Instructions to follow. State how many lines of the entries hold the string "position", and output nothing but that count.

··· The data ···

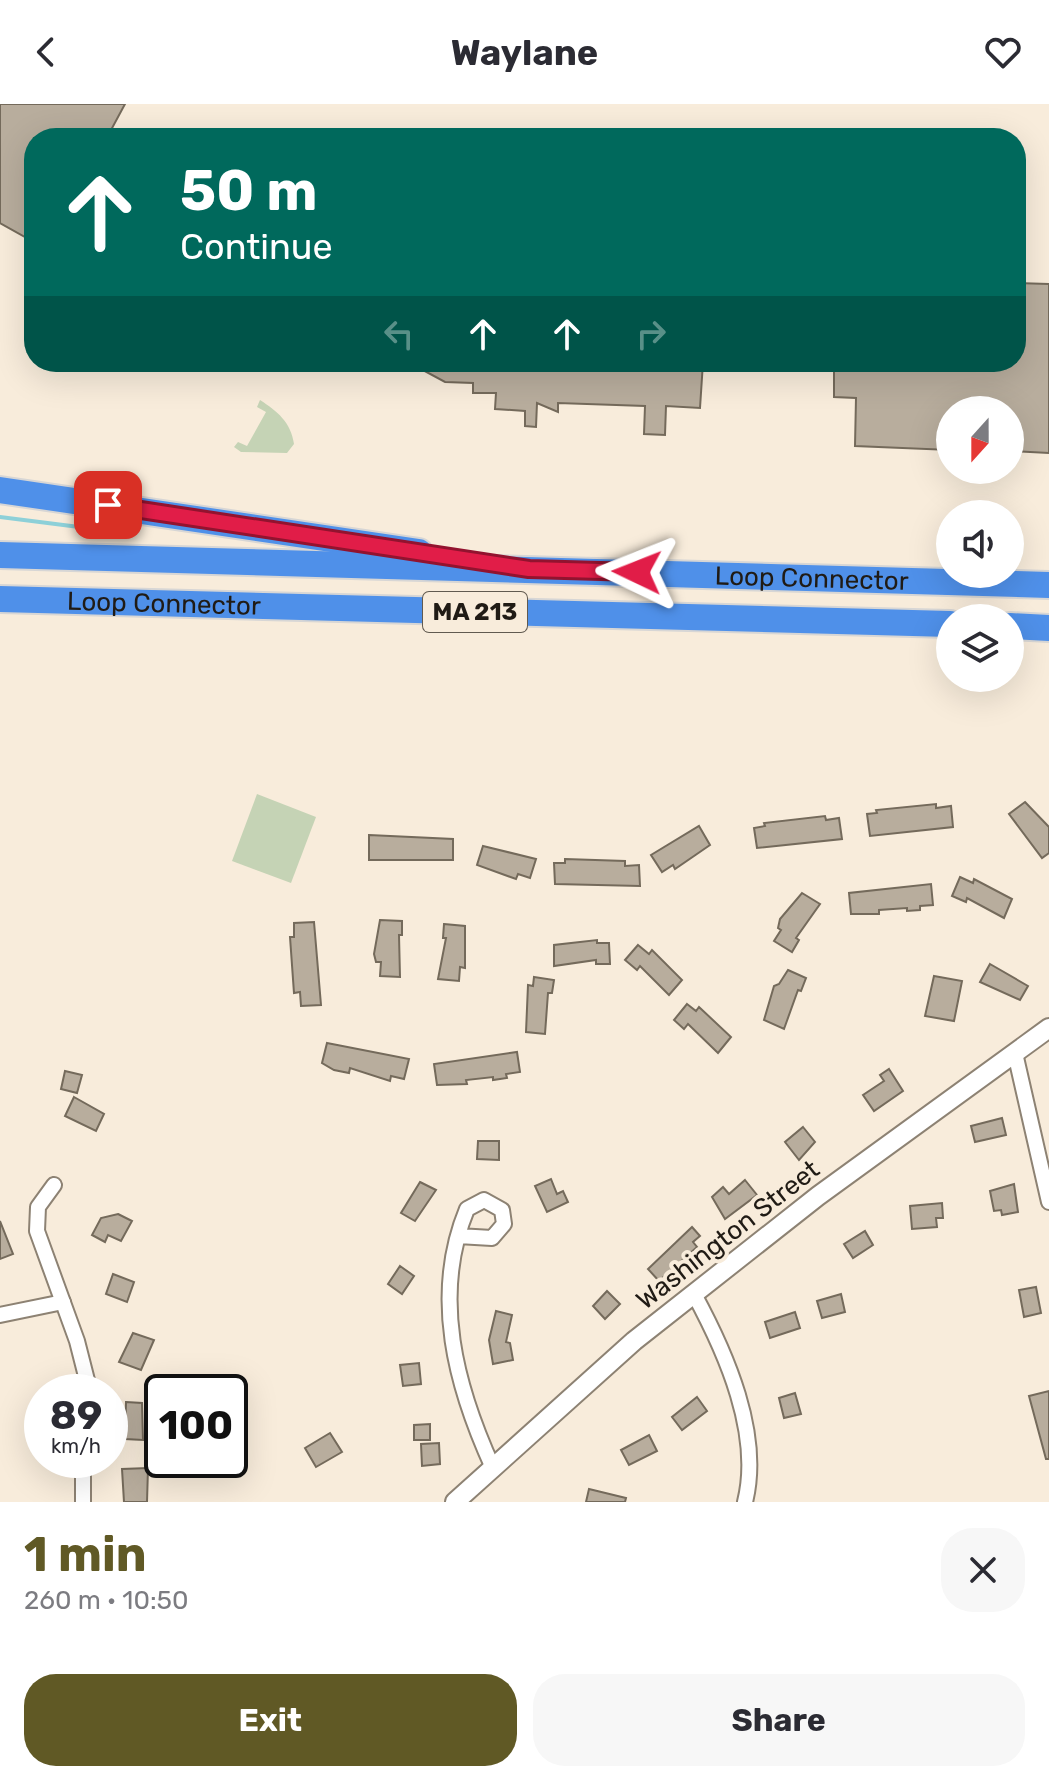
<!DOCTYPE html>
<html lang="en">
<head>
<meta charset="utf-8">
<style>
  :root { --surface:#fff; --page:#f7f7f7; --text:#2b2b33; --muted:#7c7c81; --accent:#605925 }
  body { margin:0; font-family:Rubik,sans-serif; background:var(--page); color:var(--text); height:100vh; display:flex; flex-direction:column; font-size:30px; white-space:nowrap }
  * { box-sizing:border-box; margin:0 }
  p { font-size:26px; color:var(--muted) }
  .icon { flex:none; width:44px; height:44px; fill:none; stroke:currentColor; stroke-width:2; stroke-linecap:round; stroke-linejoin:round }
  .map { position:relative; height:1398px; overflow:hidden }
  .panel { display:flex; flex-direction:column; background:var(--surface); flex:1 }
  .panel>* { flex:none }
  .top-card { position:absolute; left:24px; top:24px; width:1002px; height:244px; border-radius:32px; box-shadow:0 8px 32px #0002; background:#00695c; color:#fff; overflow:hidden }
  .needle { width:52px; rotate:201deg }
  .controls { position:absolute; left:936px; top:292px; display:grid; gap:16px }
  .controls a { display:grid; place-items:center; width:88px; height:88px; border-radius:50%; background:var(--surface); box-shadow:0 8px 32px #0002; font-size:40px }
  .speed { position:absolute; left:24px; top:1270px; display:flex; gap:16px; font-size:40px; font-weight:700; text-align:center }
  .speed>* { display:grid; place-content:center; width:104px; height:104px; border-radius:50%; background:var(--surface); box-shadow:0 8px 32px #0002; line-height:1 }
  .speed small { font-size:20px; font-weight:400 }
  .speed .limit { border:4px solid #111; border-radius:12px; background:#fff; color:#111 }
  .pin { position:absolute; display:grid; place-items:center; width:68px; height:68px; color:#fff; margin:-34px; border-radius:16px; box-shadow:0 4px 12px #0006 }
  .me { position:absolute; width:88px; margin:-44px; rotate:272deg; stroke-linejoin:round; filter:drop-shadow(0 0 6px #0008) }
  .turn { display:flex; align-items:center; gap:28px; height:168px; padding:0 24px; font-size:36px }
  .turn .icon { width:104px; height:104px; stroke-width:2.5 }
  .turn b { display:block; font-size:56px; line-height:68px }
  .lanes { display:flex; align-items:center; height:76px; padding:0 24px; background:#0003; justify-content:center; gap:40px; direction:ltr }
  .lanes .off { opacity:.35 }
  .round { display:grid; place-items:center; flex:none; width:84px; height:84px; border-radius:32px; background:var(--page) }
  .head { display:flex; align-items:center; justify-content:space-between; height:136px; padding:0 24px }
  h1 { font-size:48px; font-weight:700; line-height:60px; color:var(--accent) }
  .cta { display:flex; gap:16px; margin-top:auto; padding:16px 24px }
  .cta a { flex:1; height:92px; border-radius:32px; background:var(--accent); color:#fff; font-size:32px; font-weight:700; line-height:92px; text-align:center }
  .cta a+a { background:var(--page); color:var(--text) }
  header { display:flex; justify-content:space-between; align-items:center; height:104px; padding:0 24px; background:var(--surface); font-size:36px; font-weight:700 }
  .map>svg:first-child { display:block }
  .green { fill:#c5d3b5 }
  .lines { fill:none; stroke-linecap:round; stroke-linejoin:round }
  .stream { stroke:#8dd0d8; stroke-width:4 }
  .building { fill:#b8ad9d; stroke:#746a5b; stroke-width:2 }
  .minor-casing { stroke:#8d8273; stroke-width:18 }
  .tertiary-casing { stroke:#8d8273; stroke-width:22 }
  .motorway-casing { stroke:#d7d6d5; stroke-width:30 }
  .minor { stroke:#fff; stroke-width:14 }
  .tertiary { stroke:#fff; stroke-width:18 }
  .motorway { stroke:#4f90e9; stroke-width:26 }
  .route-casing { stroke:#92132f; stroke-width:20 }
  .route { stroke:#e11d48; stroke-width:14 }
  .labels { text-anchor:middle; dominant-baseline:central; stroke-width:8; stroke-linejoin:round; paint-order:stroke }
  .shield { fill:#f8ecdb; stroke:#615a50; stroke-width:2 }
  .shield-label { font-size:24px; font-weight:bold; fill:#201b15 }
  .street-label { font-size:26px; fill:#201b15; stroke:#f8ecdb }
</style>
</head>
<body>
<header><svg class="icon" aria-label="back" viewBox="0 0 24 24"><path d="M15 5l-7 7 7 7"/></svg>Waylane<svg class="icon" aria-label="heart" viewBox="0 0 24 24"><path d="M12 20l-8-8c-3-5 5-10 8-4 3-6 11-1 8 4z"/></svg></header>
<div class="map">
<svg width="1049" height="1398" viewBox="0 0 1049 1398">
  <rect width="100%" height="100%" fill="#f8ecdb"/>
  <g class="green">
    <path d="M260,296C277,307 291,318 294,340L287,349L241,348L234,343L238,338L247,342L266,308L257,303Z"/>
    <path d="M257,690L316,713L291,779L232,757Z"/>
  </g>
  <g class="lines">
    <path class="stream" d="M0,413L87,424"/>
  </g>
  <g class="building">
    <path d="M0,0H125L111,26L127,34H34V138L0,119Z"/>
    <path d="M1016,179L1049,180V349L1010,347V306H950V346L855,342L856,294L834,293V258H1016Z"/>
    <path d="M408,258H703L700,304L666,302L665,331L644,330L645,302L558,299V308L537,299L536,323L525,322V307L495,305L496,289H473V279L445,278Z"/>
    <path d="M1025,698L1049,723V749L1042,754L1009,710Z"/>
    <path d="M936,700V704L951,702L953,723L870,732L867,710L877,709L876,706Z"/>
    <path d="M825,712L826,716L839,714L842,735L757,744L754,724L765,722L764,719Z"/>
    <path d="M699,722L710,741L675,765L673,761L662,768L651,751Z"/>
    <path d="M369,731L453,735V756H369Z"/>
    <path d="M483,742L536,755L530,774L518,770L516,775L477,761Z"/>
    <path d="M565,755L625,757V762L639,761L640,782L555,780L554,759H565Z"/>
    <path d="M960,773L973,779L974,775L1012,795L1004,814L967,794L966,798L952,792Z"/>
    <path d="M931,780L933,801L920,802V806L907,807V804L879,806V810H851L849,789Z"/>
    <path d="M802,789L820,800L796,834L799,836L792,848L774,837L781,826L778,824L780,815Z"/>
    <path d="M380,816L402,817V831H399L400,873L380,872L381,858H376L374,850Z"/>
    <path d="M314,818L321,901L301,902L300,888L294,889L290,833H294V819Z"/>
    <path d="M444,820L465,822V864L460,863L459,877L438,875L446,834H443Z"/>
    <path d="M597,836V839H609L610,860H596V856L554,862V841Z"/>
    <path d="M638,841L649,850L652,846L682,876L669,891L640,862L637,866L625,856Z"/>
    <path d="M990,860L1028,882L1020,896L980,878Z"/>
    <path d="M788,866L806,874L801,887L798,886L784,925L764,916L774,882L779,880Z"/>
    <path d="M934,872L962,877L954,917L925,912Z"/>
    <path d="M534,873L554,876L552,889H548L545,930L526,928L528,881L533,882Z"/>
    <path d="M687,900L696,907L699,903L731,933L718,949L688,920L684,925L674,916Z"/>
    <path d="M327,939L409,955L404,975L391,972L390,977L350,964L349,969L334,966L322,959Z"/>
    <path d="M517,948L520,968L506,970L507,974L493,976V973L466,976L467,980L437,981L434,960Z"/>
    <path d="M889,965L903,987L874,1007L863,991L884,977L880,971Z"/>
    <path d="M65,967L82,971L77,989L61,985Z"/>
    <path d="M74,993L104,1010L96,1027L65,1012Z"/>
    <path d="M1002,1014L1006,1031L975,1038L971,1022Z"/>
    <path d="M803,1023L815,1038L799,1056L785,1038Z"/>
    <path d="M478,1037H499V1056L477,1055Z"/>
    <path d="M551,1075L557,1090L563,1087L568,1098L547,1108L535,1082Z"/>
    <path d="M745,1076L757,1091L725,1115L712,1093L723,1083L729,1090Z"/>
    <path d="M420,1078L436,1086L415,1117L401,1109Z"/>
    <path d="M1014,1080L1018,1108L1002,1111L1001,1106L994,1107L990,1087Z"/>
    <path d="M942,1099L943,1114H936L937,1123L912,1125L910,1102Z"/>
    <path d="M118,1110L132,1117L121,1137L108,1131L105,1138L92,1131L101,1114Z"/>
    <path d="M0,1117L13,1150L0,1155Z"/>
    <path d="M692,1123L700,1132L693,1138L697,1143L659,1177L648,1165Z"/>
    <path d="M865,1127L873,1141L853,1154L844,1140Z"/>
    <path d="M400,1162L414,1172L402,1190L388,1180Z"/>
    <path d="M113,1170L134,1178L127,1198L106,1190Z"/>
    <path d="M1036,1183L1041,1209L1024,1213L1019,1186Z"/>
    <path d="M607,1187L620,1200L605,1215L593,1202Z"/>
    <path d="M841,1190L845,1208L822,1214L817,1197Z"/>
    <path d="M496,1207L512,1211L506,1238L510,1239L513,1256L493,1260L489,1236Z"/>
    <path d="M795,1208L800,1224L770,1234L765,1218Z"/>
    <path d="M133,1229L154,1236L141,1266L119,1258Z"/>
    <path d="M419,1259L421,1280L403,1282L400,1261Z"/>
    <path d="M1049,1287V1355H1046L1029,1292Z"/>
    <path d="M795,1289L801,1310L784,1314L779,1294Z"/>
    <path d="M697,1293L707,1307L682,1326L672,1313Z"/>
    <path d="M126,1298L142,1299L143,1336L125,1335Z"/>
    <path d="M430,1320V1336H414V1321Z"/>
    <path d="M330,1329L342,1348L316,1363L305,1344Z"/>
    <path d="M649,1331L657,1347L629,1361L621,1346Z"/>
    <path d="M439,1339L440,1360L422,1362L421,1340Z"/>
    <path d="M148,1364L147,1398H124L122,1365Z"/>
    <path d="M589,1385L626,1394L625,1398H586Z"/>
  </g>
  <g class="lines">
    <defs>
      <g id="minor">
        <path d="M1015,949L1049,1098"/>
        <path d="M54,1081L38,1103L37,1127L77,1237L90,1288"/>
        <path d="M458,1132L492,1134L504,1120L502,1106L484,1096L467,1105C431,1192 456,1283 493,1364"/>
        <path d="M694,1190C726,1249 762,1330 745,1398"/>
        <path d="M0,1211L63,1198"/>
        <path d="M83,1356V1398"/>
      </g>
      <path id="tertiary" d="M455,1398L634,1237L818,1092L1049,924"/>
      <g id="motorway">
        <path d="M0,386L419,448"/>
        <path id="s1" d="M0,451L1049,481"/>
        <path id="s2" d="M0,495L950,520"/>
        <path d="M1010,522L1049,524"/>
      </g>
    </defs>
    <use href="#minor" class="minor-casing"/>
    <use href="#tertiary" class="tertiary-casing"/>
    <use href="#motorway" class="motorway-casing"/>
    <use href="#minor" class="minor"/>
    <use href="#tertiary" class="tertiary"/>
    <use href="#motorway" class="motorway"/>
  </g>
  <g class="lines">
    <defs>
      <path id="route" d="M108,401L529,465L637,468"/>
    </defs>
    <use href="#route" class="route-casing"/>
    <use href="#route" class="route"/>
  </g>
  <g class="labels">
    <rect class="shield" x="423" y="488" width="104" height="40" rx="6"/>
    <g class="shield-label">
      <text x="475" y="508">MA 213</text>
    </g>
    <g class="street-label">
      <text stroke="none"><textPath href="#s1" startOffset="812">Loop Connector</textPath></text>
      <text stroke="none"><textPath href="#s2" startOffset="164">Loop Connector</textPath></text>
      <text transform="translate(728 1131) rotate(-38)">Washington Street</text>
    </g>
  </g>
</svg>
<div class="controls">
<a><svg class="needle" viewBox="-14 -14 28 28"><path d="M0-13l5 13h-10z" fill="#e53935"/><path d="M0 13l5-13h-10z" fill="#7c7c81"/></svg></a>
<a><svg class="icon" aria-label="sound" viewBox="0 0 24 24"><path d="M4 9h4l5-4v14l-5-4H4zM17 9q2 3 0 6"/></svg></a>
<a><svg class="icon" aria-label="layers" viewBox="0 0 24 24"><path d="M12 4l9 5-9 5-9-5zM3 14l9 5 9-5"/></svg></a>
</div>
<div class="speed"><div>89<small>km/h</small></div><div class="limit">100</div></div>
<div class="pin" style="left:108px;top:401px;background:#d93025"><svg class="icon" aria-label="arrive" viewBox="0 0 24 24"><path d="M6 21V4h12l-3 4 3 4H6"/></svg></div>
<svg class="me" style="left:637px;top:468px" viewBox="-20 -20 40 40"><path d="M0-17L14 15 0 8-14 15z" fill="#e11d48" stroke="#fff" stroke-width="4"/></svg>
<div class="top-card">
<div class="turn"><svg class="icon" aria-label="ahead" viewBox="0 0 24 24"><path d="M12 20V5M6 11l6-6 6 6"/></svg><div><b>50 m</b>Continue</div></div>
<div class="lanes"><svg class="icon off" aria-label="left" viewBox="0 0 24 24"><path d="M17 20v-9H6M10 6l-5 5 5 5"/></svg><svg class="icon" aria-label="ahead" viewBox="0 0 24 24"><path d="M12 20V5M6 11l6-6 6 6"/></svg><svg class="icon" aria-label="ahead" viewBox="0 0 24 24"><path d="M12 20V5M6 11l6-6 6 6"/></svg><svg class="icon off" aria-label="right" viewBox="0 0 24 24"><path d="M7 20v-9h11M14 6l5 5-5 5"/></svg></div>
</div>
</div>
<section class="panel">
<div class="head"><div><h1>1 min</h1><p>260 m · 10:50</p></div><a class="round"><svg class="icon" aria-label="close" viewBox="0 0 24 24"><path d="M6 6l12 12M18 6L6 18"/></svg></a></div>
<div class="cta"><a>Exit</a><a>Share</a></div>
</section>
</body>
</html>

···

Exercise answer. 6